Work to complete: Where does the string "Elementary" occur in the records below? Copy every line that holds it.

Data to process:
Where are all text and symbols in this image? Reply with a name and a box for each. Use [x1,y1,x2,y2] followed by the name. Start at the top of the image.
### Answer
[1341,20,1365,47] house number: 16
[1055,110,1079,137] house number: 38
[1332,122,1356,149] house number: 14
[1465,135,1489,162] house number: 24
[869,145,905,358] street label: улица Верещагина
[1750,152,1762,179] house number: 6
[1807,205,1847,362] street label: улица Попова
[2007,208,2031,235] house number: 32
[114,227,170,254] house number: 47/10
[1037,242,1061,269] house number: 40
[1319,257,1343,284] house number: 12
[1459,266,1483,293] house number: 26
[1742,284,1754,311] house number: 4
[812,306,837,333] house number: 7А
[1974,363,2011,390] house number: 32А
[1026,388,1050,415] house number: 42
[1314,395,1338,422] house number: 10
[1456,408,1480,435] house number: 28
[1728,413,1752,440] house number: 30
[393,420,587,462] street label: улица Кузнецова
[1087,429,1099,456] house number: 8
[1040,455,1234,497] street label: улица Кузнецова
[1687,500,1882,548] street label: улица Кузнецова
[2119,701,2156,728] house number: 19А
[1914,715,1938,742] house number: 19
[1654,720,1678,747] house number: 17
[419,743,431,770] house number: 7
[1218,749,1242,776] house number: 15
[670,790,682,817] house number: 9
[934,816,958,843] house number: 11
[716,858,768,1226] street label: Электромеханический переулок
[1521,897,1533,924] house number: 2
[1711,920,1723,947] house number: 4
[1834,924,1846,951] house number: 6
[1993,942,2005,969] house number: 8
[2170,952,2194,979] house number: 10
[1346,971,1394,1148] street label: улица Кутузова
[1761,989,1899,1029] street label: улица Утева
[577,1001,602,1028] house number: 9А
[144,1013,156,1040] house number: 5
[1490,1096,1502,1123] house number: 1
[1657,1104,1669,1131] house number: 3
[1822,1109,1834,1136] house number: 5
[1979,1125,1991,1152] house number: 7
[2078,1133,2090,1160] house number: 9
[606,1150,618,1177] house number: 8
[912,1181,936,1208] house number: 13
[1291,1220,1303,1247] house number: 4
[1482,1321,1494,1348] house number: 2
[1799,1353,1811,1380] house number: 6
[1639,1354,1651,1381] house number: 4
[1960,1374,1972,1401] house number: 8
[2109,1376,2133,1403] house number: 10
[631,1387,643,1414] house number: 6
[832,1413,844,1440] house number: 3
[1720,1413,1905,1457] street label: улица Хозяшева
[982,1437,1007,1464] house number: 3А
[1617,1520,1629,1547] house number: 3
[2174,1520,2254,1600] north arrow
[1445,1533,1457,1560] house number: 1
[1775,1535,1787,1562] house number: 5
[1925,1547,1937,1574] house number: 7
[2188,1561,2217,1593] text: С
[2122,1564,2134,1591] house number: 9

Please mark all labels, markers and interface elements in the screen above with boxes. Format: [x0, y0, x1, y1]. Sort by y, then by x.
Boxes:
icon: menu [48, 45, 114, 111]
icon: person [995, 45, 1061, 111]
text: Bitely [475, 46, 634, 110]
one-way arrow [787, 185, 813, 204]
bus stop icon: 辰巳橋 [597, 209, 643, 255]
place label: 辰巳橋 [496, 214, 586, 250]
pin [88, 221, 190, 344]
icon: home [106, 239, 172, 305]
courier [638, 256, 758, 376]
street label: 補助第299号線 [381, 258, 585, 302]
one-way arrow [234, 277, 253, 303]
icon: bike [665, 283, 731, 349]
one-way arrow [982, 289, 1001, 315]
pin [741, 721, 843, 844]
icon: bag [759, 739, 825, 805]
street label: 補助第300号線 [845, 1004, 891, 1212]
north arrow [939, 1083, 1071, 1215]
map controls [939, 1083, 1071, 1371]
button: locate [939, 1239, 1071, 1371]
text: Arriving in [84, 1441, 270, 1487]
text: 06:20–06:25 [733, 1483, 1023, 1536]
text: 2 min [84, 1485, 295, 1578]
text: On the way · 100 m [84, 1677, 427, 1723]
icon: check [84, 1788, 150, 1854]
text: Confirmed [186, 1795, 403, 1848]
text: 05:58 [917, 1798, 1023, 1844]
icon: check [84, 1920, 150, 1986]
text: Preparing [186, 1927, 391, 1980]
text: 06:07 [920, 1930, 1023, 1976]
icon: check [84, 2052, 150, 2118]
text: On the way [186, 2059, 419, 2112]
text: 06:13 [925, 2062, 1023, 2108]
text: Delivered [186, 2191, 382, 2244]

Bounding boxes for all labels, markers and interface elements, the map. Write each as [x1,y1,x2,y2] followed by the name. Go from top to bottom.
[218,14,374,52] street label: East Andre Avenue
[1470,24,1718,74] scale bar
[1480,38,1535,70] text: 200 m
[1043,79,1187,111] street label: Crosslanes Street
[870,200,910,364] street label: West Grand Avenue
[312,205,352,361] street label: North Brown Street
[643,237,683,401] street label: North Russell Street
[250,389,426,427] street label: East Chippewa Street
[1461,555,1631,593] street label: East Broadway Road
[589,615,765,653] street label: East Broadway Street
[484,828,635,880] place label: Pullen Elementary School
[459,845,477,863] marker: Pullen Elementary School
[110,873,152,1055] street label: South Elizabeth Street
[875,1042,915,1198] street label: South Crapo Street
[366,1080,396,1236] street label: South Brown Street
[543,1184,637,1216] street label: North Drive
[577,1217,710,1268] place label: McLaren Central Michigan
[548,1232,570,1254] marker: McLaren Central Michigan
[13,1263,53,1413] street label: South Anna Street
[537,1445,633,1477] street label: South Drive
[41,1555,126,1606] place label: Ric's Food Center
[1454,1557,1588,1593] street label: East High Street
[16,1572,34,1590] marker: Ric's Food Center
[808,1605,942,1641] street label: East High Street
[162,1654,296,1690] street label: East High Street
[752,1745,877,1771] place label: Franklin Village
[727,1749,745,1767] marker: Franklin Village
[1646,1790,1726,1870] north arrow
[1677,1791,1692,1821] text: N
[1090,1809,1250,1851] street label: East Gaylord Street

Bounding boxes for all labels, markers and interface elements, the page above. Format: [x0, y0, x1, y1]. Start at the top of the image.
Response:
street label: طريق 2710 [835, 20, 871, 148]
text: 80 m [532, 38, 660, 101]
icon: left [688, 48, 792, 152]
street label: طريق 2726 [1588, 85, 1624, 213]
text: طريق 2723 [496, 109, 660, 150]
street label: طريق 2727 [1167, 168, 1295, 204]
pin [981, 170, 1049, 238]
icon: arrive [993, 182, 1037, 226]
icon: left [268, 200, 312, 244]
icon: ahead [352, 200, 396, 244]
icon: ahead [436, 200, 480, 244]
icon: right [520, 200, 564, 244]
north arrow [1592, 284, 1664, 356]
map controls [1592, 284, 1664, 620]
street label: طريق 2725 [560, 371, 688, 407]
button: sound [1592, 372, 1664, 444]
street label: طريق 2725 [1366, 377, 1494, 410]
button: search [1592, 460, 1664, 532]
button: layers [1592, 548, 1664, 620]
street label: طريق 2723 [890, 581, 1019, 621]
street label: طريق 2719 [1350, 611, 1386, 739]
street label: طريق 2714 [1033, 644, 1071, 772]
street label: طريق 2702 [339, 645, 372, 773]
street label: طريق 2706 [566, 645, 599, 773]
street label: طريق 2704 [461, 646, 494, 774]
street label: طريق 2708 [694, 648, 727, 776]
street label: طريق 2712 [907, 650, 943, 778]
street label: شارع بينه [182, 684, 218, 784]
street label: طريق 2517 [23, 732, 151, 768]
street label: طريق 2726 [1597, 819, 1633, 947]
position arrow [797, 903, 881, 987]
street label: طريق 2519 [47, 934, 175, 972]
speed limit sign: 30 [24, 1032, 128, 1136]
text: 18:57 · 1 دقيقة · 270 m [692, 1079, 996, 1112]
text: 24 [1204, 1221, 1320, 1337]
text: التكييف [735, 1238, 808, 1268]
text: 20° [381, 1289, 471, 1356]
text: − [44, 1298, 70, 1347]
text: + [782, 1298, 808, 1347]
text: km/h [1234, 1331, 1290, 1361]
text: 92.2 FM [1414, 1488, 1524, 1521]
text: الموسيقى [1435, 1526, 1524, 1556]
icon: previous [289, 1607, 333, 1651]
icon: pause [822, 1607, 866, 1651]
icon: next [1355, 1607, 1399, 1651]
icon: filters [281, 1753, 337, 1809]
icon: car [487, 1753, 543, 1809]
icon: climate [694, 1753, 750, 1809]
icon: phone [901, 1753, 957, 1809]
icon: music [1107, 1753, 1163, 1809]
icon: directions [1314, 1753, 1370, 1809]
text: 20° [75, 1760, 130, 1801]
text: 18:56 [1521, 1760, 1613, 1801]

Result for this task:
[484,828,635,880] place label: Pullen Elementary School
[459,845,477,863] marker: Pullen Elementary School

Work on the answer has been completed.